GE is a huge industrial conglomerate and Peltz’s suggestions for what it should do are fairly run-of-the-mill. That’s leading to questions about whether his involvement will actually do anything longer term for shareholders.
Volkswagen AG is shutting down non-essential investments and planning to cut spending to the bone as it struggles with the potentially huge financial impact of its emissions scandal. The carmaker may need to pay more than $7 billion to fix affected vehicles, plus several billion dollars more in fines in the U.S., Europe, and elsewhere.
The energy industry has been battered and bruised by the collapse in oil prices. But it appears to be getting closer to a significant legislative win: The repeal of the U.S.’s 40-year-old ban on exporting crude oil.
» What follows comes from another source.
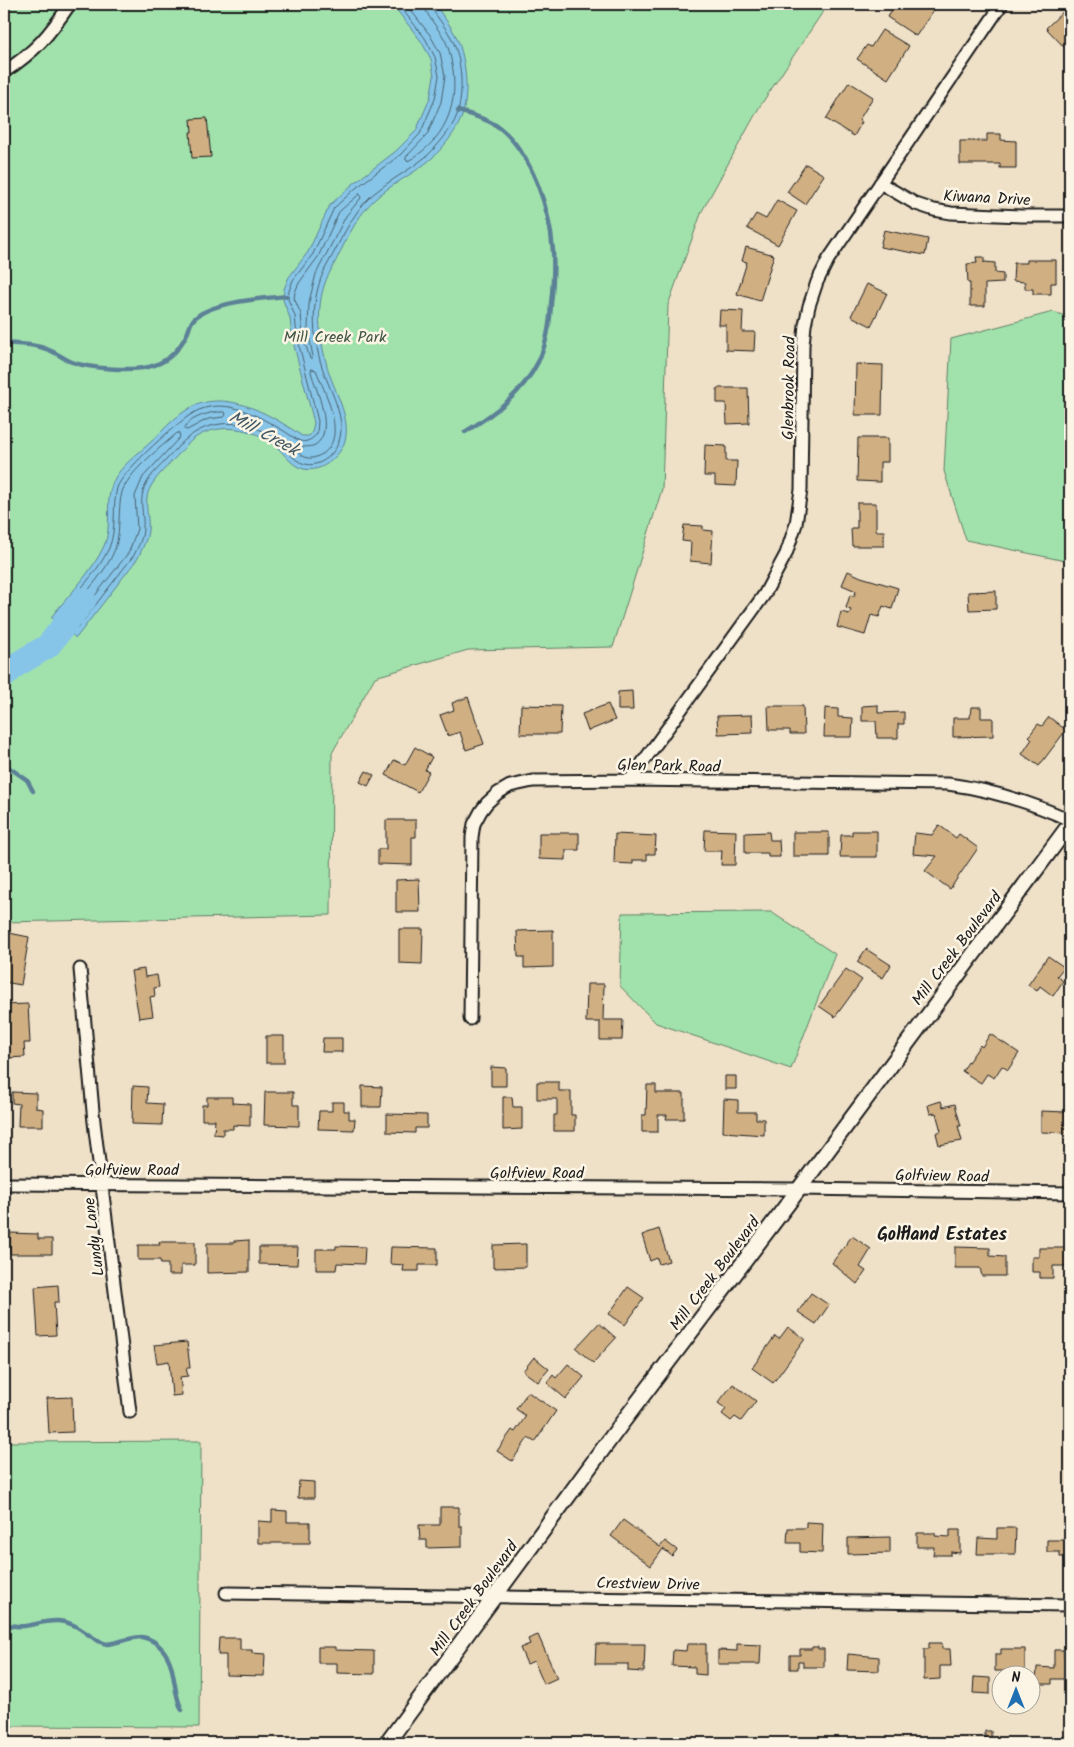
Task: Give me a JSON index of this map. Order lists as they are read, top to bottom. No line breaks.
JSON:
{"streets":{"street":["Kiwana Drive","Glenbrook Road","Glen Park Road","Mill Creek Boulevard","Golfview Road","Lundy Lane","Crestview Drive"]},"crossings":[["Kiwana Drive","Glenbrook Road"],["Glenbrook Road","Glen Park Road"],["Mill Creek Boulevard","Golfview Road"],["Mill Creek Boulevard","Crestview Drive"],["Golfview Road","Lundy Lane"]],"districts":["Golfland Estates"],"water":["Mill Creek"],"parks":["Mill Creek Park"],"north":"top"}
The ban was enacted during the era of Arab oil embargos, but looks increasingly unnecessary thanks to the surge in U.S. oil and gas production.
Should we export oil? Will Volkswagen be able to survive this self-inflicted crisis? Do you think the gains in GE shares will stick? Hit up the website and let me hear about these or other topics of the day.
Until next time,
Mike Larson
{ 56 comments }
Do you think it is an accident that Obamacare left the Drug Companies to set their drugs prices as they see fit? Is anyone surprised that the Drug Companies have sent their drug prices to the moon? The only question yet to be answered, is how long it takes the American public to finally demand that all those drug prices should go through a “single payer system”, much like Medicare?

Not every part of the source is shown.